[Saved entries]
☆ ☆ ☆ ☆ ☆
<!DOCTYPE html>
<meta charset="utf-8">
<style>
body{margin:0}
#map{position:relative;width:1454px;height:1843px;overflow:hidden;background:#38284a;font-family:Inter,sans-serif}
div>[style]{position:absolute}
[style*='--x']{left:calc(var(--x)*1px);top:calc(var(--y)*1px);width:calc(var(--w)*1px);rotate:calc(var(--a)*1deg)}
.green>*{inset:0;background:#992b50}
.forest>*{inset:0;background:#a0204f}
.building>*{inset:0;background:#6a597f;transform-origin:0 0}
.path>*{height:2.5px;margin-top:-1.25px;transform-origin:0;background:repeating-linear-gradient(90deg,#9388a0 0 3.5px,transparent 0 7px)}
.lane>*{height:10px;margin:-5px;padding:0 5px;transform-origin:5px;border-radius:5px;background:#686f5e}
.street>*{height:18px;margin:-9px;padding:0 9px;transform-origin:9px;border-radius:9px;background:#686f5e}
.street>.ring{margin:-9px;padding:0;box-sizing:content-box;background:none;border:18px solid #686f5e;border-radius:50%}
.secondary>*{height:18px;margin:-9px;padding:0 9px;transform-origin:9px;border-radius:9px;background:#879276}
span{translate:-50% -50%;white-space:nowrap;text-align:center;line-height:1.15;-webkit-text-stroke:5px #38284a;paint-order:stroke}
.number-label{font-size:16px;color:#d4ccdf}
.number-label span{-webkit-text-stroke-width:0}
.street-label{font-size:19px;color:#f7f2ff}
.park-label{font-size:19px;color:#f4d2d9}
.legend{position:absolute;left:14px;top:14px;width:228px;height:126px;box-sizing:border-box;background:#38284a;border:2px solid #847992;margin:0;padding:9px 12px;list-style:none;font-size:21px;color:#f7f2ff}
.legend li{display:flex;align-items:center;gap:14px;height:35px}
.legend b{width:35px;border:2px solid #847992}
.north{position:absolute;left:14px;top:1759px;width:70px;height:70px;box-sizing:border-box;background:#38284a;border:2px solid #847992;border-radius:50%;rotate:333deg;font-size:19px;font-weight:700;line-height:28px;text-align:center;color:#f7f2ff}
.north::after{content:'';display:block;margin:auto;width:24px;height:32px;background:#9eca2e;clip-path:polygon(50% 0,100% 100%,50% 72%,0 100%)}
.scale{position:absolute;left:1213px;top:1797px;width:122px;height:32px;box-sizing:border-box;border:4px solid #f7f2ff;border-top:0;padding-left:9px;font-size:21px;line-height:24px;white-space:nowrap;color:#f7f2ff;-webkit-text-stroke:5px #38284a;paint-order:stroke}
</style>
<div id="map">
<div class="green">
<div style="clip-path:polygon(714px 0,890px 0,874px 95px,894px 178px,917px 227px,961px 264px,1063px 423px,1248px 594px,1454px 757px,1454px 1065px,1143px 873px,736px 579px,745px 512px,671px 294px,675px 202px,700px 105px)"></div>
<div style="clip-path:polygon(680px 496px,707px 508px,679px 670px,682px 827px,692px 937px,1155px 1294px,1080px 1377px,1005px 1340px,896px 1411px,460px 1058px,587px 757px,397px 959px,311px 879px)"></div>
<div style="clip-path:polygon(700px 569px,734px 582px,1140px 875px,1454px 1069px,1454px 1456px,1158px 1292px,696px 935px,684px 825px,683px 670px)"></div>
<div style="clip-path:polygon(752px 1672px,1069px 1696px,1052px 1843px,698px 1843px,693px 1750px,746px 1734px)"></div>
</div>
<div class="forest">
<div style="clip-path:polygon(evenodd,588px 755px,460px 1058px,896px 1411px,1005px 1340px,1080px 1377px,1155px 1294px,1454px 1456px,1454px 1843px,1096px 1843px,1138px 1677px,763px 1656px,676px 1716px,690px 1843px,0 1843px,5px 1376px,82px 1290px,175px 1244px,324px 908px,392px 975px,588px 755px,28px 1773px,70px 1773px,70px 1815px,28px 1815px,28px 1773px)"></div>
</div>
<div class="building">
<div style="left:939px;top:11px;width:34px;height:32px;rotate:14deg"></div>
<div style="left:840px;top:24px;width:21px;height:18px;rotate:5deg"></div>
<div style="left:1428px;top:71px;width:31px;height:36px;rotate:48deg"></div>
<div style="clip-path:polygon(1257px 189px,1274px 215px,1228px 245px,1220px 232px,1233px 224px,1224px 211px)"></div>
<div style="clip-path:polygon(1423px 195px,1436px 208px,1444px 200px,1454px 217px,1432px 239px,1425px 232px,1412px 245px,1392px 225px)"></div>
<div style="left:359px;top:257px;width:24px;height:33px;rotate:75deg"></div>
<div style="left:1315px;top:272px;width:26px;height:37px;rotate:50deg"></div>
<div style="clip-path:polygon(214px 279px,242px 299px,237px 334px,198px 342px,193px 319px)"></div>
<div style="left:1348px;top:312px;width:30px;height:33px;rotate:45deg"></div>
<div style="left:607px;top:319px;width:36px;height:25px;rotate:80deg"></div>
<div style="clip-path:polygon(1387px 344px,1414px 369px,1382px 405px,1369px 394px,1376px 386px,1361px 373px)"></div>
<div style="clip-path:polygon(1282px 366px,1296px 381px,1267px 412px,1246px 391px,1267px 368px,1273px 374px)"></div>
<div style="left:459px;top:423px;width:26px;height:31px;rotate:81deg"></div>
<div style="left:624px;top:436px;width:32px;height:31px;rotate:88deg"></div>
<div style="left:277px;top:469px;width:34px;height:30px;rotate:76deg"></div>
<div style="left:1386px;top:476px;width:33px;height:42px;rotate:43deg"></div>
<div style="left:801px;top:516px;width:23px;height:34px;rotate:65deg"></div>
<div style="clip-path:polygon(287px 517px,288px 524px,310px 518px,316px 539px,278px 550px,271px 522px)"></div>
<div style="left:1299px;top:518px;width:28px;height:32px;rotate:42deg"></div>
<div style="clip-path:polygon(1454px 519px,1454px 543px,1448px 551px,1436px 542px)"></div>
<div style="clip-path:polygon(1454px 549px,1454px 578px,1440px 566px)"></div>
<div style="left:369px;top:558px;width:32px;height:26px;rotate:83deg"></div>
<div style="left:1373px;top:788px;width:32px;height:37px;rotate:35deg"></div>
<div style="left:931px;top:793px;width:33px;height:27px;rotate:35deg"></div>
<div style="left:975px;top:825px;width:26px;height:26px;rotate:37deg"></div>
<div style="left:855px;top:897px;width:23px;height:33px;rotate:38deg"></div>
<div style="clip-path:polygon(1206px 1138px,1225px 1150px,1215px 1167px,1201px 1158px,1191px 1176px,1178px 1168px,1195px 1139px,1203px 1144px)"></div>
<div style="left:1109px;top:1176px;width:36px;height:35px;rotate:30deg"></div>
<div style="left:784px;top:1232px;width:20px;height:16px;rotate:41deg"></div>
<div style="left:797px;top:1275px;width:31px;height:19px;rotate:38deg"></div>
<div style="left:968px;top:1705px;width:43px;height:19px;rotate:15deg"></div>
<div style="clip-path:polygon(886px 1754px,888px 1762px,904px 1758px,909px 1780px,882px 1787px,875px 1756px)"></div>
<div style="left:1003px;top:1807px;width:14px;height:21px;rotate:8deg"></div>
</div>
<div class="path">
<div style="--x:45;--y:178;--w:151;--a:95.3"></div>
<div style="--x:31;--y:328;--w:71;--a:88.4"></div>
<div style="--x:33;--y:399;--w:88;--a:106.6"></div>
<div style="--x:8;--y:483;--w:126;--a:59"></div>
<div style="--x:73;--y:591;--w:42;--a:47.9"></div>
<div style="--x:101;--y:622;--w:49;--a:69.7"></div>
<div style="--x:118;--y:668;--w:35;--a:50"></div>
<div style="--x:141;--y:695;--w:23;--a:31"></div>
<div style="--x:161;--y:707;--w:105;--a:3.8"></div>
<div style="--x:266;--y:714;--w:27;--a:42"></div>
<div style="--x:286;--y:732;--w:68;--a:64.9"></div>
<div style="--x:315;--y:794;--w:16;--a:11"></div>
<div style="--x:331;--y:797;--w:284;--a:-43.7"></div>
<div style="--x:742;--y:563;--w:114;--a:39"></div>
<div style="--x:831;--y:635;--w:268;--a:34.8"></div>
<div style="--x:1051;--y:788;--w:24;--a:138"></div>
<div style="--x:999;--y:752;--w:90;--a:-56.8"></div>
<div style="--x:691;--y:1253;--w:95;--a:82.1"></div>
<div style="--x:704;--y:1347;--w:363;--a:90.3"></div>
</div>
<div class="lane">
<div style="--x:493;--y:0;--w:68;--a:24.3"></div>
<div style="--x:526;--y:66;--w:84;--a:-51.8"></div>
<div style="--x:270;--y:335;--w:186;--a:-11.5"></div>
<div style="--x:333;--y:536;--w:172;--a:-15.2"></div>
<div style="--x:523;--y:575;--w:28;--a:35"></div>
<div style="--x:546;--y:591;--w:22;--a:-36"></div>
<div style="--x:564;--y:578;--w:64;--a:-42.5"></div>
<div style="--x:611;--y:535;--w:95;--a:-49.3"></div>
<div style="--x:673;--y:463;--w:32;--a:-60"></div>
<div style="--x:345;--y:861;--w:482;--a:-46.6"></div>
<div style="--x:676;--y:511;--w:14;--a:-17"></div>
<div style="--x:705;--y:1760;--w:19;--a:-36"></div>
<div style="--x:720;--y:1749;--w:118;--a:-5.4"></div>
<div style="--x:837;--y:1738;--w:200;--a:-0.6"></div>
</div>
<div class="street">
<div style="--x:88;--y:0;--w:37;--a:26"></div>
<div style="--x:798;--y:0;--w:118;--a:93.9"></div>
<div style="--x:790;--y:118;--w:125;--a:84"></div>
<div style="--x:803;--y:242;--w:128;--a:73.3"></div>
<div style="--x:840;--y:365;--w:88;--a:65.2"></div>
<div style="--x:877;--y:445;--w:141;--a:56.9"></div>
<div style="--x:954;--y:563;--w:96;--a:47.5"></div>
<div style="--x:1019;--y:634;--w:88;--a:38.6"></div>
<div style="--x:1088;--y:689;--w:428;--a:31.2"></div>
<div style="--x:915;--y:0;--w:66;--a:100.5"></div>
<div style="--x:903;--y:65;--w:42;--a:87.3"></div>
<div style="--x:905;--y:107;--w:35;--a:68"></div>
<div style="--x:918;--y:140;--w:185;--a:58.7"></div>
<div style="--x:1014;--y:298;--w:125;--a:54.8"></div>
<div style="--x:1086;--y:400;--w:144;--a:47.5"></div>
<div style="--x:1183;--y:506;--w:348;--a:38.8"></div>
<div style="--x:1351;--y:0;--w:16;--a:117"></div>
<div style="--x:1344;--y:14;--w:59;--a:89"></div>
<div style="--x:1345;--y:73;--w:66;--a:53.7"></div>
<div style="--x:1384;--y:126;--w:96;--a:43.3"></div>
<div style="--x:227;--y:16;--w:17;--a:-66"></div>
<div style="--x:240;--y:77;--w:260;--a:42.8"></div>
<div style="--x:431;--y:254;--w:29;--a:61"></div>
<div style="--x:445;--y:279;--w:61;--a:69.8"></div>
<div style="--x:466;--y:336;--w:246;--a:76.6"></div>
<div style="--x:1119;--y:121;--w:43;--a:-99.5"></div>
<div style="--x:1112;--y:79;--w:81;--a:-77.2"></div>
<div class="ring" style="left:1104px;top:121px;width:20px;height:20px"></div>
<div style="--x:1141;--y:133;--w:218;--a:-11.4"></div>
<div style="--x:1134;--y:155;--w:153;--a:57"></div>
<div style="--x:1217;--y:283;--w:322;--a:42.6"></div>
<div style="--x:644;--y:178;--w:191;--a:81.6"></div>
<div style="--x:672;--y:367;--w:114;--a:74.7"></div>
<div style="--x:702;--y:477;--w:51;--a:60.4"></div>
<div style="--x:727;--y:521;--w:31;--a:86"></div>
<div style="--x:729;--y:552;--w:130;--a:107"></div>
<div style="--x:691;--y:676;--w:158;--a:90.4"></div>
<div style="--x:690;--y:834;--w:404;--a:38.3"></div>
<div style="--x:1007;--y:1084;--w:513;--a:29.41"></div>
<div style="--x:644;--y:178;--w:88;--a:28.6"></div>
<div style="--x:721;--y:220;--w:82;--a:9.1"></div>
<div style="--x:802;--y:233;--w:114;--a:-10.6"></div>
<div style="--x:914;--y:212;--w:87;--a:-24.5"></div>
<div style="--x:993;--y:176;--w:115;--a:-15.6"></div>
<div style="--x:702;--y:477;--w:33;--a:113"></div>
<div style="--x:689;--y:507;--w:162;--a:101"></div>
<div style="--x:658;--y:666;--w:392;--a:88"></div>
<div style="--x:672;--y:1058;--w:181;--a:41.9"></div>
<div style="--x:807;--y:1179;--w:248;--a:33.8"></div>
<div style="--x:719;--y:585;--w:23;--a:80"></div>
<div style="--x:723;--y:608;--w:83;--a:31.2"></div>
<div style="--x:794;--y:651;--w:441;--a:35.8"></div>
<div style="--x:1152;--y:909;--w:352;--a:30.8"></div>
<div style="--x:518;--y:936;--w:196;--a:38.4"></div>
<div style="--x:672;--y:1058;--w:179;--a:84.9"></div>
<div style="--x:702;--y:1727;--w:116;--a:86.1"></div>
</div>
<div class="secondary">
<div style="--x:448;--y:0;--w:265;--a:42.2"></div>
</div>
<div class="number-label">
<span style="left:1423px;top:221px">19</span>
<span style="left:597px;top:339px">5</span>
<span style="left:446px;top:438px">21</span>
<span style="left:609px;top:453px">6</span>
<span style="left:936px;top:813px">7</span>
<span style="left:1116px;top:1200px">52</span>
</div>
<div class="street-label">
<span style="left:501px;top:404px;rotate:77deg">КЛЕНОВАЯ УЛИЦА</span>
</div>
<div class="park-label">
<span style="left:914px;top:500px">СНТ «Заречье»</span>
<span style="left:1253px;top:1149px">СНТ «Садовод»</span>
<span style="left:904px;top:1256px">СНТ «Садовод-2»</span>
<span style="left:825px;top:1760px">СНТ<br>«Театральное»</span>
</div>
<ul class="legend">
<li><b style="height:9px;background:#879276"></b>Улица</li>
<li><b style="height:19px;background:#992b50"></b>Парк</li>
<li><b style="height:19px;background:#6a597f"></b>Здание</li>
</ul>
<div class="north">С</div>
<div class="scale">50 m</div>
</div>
☆ ☆ ☆ ☆ ☆
**Problem to solve**
What you return should be the lines from the start of the data through the line with "0 3.5px,transparent 0", quoted exactly and nothing more.

**Written response**
<!DOCTYPE html>
<meta charset="utf-8">
<style>
body{margin:0}
#map{position:relative;width:1454px;height:1843px;overflow:hidden;background:#38284a;font-family:Inter,sans-serif}
div>[style]{position:absolute}
[style*='--x']{left:calc(var(--x)*1px);top:calc(var(--y)*1px);width:calc(var(--w)*1px);rotate:calc(var(--a)*1deg)}
.green>*{inset:0;background:#992b50}
.forest>*{inset:0;background:#a0204f}
.building>*{inset:0;background:#6a597f;transform-origin:0 0}
.path>*{height:2.5px;margin-top:-1.25px;transform-origin:0;background:repeating-linear-gradient(90deg,#9388a0 0 3.5px,transparent 0 7px)}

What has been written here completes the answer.